Shakespeare's dramatic lines are mostly written in plain poetry, which is a poetic genre between prose and poetry. But even such poems often leave translators with no choice but to re-create.

Look at Hamlet, which we are most familiar with. The heroine O 'Filja thinks Hamlet is crazy. She has a line of self-pity: Ah, I'm so unlucky, I saw what I saw, I saw what I saw.

You might as well experience the feeling of duality in English. The literal translation will be like this: "Ah, sadness is me, seeing what I see, seeing what I see." Of course, it doesn't sound like Chinese sentences.

So Zhu Shenghao's translation is: "Oh, I am so bitter. Who expected that the prosperity of the past has become the soil of the present! " The two nouns "prosperity", "dirt" and the verb "variation" in the translation are all added by the translator. Although the meaning has become clear and fluent, it is obviously expressing the English meaning in China's way, which also makes the original implication straightforward and the original complexity simple.

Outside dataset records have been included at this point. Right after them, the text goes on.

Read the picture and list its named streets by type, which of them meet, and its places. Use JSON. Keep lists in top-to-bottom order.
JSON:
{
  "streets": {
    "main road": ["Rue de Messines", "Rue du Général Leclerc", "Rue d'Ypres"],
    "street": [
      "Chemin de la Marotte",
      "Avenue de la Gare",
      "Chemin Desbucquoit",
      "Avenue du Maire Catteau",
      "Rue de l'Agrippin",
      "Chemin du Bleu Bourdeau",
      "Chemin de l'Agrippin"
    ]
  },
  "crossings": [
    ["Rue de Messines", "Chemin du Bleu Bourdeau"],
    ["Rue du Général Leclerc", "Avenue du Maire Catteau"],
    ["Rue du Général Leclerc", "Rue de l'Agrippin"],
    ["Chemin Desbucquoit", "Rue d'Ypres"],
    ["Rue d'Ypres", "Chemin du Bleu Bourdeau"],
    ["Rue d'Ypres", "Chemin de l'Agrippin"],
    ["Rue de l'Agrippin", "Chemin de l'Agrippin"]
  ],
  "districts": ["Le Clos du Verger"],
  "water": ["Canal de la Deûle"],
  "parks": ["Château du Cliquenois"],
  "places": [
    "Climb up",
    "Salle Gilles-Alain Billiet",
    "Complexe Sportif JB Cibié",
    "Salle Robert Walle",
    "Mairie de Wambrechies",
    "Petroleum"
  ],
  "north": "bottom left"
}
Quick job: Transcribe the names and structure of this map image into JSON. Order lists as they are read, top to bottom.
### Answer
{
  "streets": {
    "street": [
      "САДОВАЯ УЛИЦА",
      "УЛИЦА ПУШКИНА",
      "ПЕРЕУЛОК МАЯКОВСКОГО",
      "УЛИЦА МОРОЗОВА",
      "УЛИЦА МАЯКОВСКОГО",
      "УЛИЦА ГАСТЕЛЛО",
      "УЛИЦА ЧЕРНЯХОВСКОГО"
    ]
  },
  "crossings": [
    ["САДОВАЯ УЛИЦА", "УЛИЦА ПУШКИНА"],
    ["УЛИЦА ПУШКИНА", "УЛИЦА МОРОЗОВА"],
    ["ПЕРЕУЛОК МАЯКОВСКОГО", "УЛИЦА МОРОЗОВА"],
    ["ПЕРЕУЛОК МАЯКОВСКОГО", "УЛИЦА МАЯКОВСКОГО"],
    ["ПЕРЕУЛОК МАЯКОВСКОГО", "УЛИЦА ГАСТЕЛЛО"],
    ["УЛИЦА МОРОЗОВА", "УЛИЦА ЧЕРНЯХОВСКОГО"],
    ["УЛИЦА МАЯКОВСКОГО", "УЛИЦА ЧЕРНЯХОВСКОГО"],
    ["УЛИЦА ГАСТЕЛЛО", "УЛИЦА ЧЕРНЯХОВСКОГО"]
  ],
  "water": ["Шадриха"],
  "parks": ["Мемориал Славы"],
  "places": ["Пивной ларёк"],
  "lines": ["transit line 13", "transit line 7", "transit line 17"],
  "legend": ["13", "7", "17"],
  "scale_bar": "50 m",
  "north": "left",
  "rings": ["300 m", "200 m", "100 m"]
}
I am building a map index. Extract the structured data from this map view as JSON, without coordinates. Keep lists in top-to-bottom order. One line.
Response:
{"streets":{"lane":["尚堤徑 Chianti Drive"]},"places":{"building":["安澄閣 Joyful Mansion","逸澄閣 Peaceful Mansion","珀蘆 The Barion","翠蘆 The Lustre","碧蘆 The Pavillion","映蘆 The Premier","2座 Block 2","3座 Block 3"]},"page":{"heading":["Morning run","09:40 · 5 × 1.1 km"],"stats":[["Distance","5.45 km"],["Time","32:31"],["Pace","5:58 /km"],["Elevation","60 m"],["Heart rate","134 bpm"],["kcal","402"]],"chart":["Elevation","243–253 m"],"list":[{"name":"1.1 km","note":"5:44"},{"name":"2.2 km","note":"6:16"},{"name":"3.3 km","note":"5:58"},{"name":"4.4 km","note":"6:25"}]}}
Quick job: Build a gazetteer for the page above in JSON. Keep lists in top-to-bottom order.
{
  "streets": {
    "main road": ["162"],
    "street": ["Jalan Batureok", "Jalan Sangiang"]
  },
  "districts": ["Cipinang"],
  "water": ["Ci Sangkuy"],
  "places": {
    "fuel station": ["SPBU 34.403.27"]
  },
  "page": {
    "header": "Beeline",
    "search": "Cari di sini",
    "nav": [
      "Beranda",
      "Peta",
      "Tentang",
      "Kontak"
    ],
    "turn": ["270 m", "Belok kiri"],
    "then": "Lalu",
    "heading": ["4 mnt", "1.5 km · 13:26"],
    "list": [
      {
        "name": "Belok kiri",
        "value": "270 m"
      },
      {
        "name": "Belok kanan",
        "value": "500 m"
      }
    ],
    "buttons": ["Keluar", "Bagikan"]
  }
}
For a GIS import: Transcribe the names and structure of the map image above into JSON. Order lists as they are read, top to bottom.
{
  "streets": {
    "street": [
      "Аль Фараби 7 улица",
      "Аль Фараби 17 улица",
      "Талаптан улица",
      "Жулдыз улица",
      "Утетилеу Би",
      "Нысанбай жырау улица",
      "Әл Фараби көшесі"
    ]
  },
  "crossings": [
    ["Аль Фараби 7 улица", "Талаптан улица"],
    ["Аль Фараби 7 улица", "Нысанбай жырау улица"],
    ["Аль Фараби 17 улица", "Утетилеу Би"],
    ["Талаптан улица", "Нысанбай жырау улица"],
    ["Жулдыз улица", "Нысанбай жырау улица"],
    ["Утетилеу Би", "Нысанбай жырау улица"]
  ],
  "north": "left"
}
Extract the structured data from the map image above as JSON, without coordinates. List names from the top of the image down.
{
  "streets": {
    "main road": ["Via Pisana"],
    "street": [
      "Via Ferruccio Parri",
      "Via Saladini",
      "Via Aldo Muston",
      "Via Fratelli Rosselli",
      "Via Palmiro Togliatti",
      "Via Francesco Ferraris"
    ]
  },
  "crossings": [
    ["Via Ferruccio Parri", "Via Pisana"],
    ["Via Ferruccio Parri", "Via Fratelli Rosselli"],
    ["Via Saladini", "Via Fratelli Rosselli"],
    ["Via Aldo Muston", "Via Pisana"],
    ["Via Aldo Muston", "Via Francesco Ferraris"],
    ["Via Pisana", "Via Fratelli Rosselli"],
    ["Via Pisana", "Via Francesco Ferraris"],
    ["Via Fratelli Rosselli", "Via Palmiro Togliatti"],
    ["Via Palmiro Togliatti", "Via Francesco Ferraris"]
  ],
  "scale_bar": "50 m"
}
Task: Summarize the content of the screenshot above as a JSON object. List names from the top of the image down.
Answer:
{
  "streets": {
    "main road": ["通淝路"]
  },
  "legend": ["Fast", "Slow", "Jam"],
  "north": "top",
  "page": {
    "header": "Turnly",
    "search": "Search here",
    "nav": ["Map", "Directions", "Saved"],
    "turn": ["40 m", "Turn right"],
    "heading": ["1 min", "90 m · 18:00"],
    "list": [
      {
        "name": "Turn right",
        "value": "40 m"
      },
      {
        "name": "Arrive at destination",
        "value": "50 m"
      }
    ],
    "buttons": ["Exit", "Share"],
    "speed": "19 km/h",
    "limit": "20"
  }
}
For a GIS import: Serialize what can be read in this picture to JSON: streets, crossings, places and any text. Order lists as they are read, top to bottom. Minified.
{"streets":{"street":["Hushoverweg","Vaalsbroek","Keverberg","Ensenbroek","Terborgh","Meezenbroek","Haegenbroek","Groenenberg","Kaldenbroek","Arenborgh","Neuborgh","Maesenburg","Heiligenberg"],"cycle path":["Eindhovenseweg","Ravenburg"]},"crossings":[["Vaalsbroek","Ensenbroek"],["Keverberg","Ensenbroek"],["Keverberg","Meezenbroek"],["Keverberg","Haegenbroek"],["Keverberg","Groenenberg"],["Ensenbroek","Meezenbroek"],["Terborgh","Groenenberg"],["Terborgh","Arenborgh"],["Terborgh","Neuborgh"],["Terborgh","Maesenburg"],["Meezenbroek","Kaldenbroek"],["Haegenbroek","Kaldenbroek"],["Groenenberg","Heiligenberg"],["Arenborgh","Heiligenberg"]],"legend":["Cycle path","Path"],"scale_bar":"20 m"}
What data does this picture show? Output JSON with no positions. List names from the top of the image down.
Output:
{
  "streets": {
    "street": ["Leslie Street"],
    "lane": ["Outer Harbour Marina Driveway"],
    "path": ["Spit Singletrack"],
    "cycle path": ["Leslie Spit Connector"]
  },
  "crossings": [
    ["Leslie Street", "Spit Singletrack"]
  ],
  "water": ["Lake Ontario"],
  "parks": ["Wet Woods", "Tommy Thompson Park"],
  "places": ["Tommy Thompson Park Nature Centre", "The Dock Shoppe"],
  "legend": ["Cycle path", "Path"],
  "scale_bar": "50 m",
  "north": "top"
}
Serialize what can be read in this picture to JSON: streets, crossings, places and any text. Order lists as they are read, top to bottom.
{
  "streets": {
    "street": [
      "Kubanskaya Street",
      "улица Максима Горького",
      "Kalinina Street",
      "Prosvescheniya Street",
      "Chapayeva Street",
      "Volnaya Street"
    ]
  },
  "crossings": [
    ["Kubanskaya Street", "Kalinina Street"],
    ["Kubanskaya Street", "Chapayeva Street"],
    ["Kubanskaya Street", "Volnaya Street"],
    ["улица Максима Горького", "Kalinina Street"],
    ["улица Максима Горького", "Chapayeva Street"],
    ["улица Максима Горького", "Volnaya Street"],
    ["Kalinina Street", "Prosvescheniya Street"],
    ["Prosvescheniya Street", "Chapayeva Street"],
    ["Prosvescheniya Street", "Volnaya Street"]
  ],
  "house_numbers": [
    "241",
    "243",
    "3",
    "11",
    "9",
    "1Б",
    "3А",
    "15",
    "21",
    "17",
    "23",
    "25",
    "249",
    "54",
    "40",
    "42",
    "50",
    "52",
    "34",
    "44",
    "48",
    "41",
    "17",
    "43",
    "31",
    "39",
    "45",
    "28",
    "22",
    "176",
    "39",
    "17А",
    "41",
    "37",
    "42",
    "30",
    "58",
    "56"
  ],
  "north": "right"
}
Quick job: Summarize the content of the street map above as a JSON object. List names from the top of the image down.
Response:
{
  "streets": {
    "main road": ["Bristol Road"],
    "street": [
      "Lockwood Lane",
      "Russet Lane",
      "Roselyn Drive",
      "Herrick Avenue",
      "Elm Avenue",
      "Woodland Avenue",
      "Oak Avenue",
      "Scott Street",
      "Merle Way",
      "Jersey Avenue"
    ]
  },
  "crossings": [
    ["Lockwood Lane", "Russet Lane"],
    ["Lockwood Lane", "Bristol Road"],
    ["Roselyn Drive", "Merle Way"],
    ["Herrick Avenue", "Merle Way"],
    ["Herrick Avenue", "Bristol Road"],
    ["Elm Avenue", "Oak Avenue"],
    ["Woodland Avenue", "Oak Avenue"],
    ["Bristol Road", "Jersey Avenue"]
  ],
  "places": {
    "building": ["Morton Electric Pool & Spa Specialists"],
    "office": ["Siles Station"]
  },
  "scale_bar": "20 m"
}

We can also refer to Liang Shiqiu's translation: "Ah, I am so blessed. If you see what you saw before, you must look at what you see now. " This translation is more in line with the original text, but on the one hand, China people will feel uncomfortable; on the other hand, because so many words such as "once upon a time", "now", "later" and "these" are added, the tense in the original text is barely expressed, which makes the original set of concise and powerful dialogues look bloated.

The rhetorical feature of Shakespeare's original works is that it forms duality with time. Although duality is the most common figure of speech in ancient Chinese and the most qualified figure of speech in other languages, we still can't translate Shakespeare's antithetical sentences without damaging poetry.

In any language, poetry is the most exquisite language form, which will bring the potential of language into full play.